[Stored data]
________

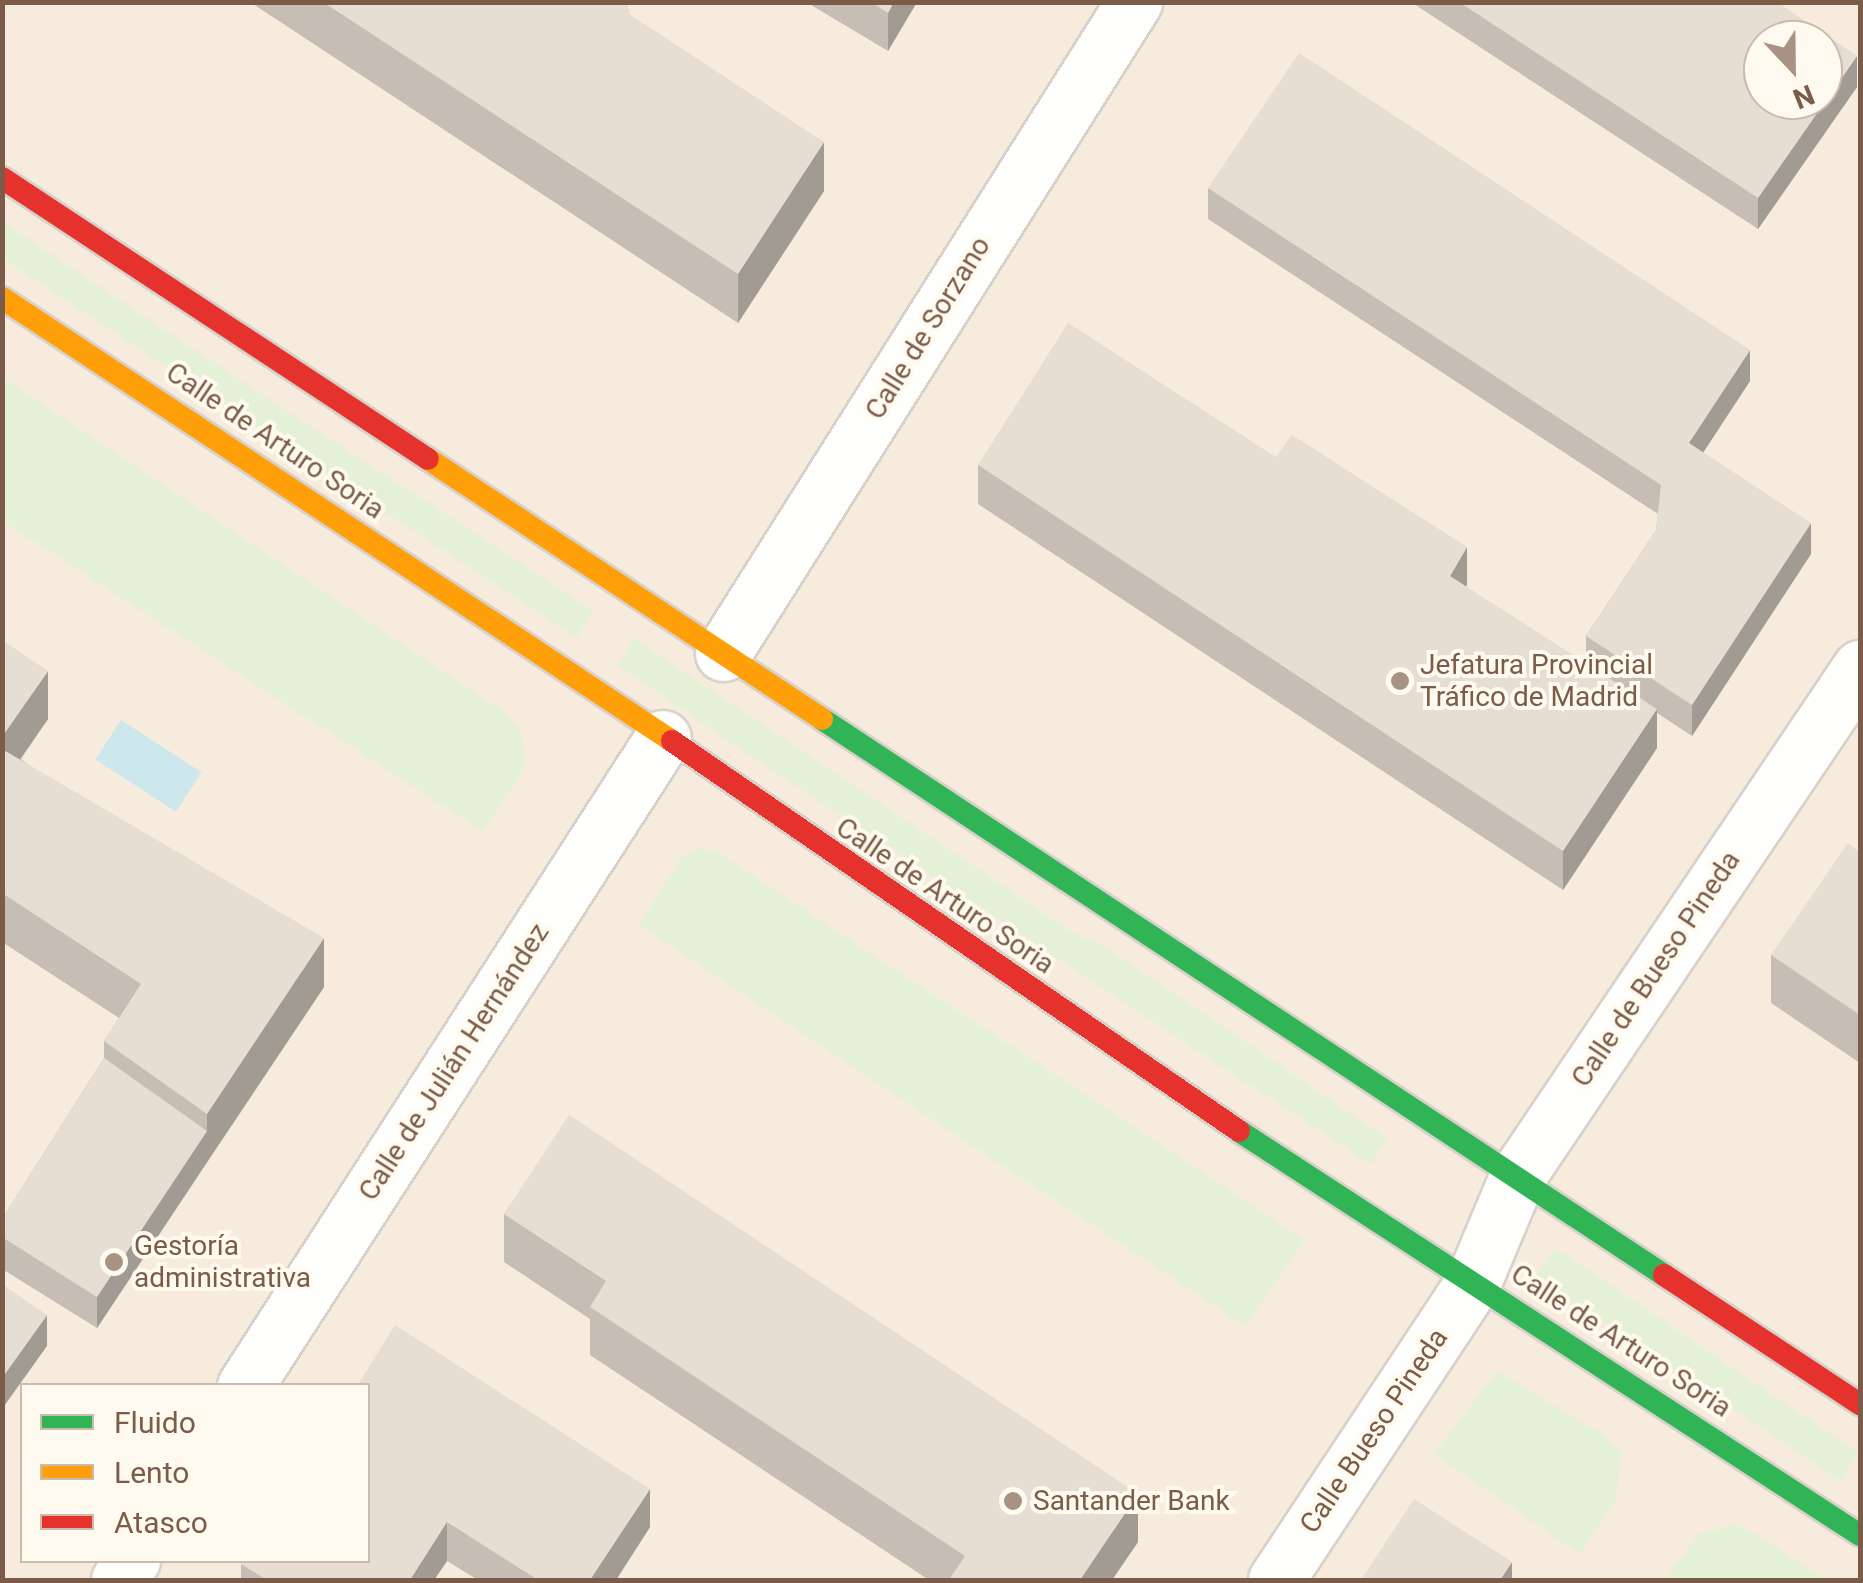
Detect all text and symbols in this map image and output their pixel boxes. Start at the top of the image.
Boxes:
north arrow [1743,20,1843,120]
text: N [1788,77,1819,115]
street label: Calle de Sorzano [858,230,998,426]
street label: Calle de Arturo Soria [160,356,390,526]
place label: Jefatura Provincial Tráfico de Madrid [1420,648,1653,714]
marker: Jefatura Provincial Tráfico de Madrid [1389,670,1411,692]
street label: Calle de Arturo Soria [830,811,1060,981]
street label: Calle de Bueso Pineda [1565,845,1747,1093]
street label: Calle de Julián Hernández [352,917,556,1207]
place label: Gestoría administrativa [134,1229,311,1295]
marker: Gestoría administrativa [103,1251,125,1273]
street label: Calle de Arturo Soria [1505,1257,1737,1425]
street label: Calle Bueso Pineda [1293,1322,1455,1540]
legend [20,1383,370,1563]
text: Fluido [114,1405,196,1440]
text: Lento [114,1455,189,1490]
place label: Santander Bank [1033,1484,1230,1518]
marker: Santander Bank [1002,1490,1024,1512]
text: Atasco [114,1505,208,1540]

________

## Task requirements
Pull out every line above that holds the word "place".

## Answer to the exercise
place label: Jefatura Provincial Tráfico de Madrid [1420,648,1653,714]
place label: Gestoría administrativa [134,1229,311,1295]
place label: Santander Bank [1033,1484,1230,1518]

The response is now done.